# Uber driver offers woman foot massage



## SlowBoat (Jun 26, 2015)




----------



## ubershiza (Jan 19, 2015)

That's a good way to ensure a 5 star rating. /sarc


----------



## forqalso (Jun 1, 2015)

Who is she? Marcellus Wallace's wife? 

But really, she can get a foot massage in the mall. What she thinks is a sexual come-on could be an innocent gesture in the driver's eyes.


----------



## XUberMike (Aug 2, 2015)

Maybe her feet would feel better if she walked more.

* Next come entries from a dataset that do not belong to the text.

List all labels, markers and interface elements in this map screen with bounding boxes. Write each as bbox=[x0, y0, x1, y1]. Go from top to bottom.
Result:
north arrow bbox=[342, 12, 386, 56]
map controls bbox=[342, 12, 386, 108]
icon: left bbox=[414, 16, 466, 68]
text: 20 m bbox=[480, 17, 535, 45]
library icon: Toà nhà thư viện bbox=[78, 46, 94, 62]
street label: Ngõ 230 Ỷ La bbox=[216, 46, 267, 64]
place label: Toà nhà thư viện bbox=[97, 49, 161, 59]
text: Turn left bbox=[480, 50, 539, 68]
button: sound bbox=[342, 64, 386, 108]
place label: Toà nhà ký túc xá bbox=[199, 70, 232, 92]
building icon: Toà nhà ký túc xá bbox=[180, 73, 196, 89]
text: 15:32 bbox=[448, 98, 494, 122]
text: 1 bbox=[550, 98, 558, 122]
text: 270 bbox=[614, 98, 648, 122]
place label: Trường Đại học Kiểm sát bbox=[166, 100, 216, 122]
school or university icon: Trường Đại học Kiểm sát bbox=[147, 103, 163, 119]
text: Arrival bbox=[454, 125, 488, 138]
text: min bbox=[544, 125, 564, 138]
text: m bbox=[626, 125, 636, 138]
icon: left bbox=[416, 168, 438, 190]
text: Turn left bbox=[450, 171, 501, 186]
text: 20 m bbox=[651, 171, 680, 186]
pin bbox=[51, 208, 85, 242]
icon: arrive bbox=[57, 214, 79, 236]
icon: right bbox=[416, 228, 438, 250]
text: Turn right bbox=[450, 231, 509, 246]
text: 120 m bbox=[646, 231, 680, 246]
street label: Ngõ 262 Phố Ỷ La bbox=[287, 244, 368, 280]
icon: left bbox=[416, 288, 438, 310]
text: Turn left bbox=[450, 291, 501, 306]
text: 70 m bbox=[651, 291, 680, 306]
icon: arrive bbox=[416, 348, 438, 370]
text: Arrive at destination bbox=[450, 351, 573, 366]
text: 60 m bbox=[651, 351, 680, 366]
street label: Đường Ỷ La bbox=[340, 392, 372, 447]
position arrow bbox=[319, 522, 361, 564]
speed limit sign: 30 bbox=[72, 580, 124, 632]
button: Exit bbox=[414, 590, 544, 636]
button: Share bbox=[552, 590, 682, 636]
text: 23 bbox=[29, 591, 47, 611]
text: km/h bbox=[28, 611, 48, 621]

Right now UBER is going thru her back round with a fine tooth comb picking up all kinds of dirt on this woman. Maybe her husband is a cab driver... whatever it is Uber will find out


----------



## SlowBoat (Jun 26, 2015)

When did Rex Ryan start driving for Uber?


----------



## Jedi Driver (Aug 23, 2015)

The close-up of the shoes... Then the close-up of the road... Hilarious!


----------



## elelegido (Sep 24, 2014)

This guy should not be driving for Uber - he obviously cannot see properly.


----------



## Demon (Dec 6, 2014)

SlowBoat said:


> When did Rex Ryan start driving for Uber?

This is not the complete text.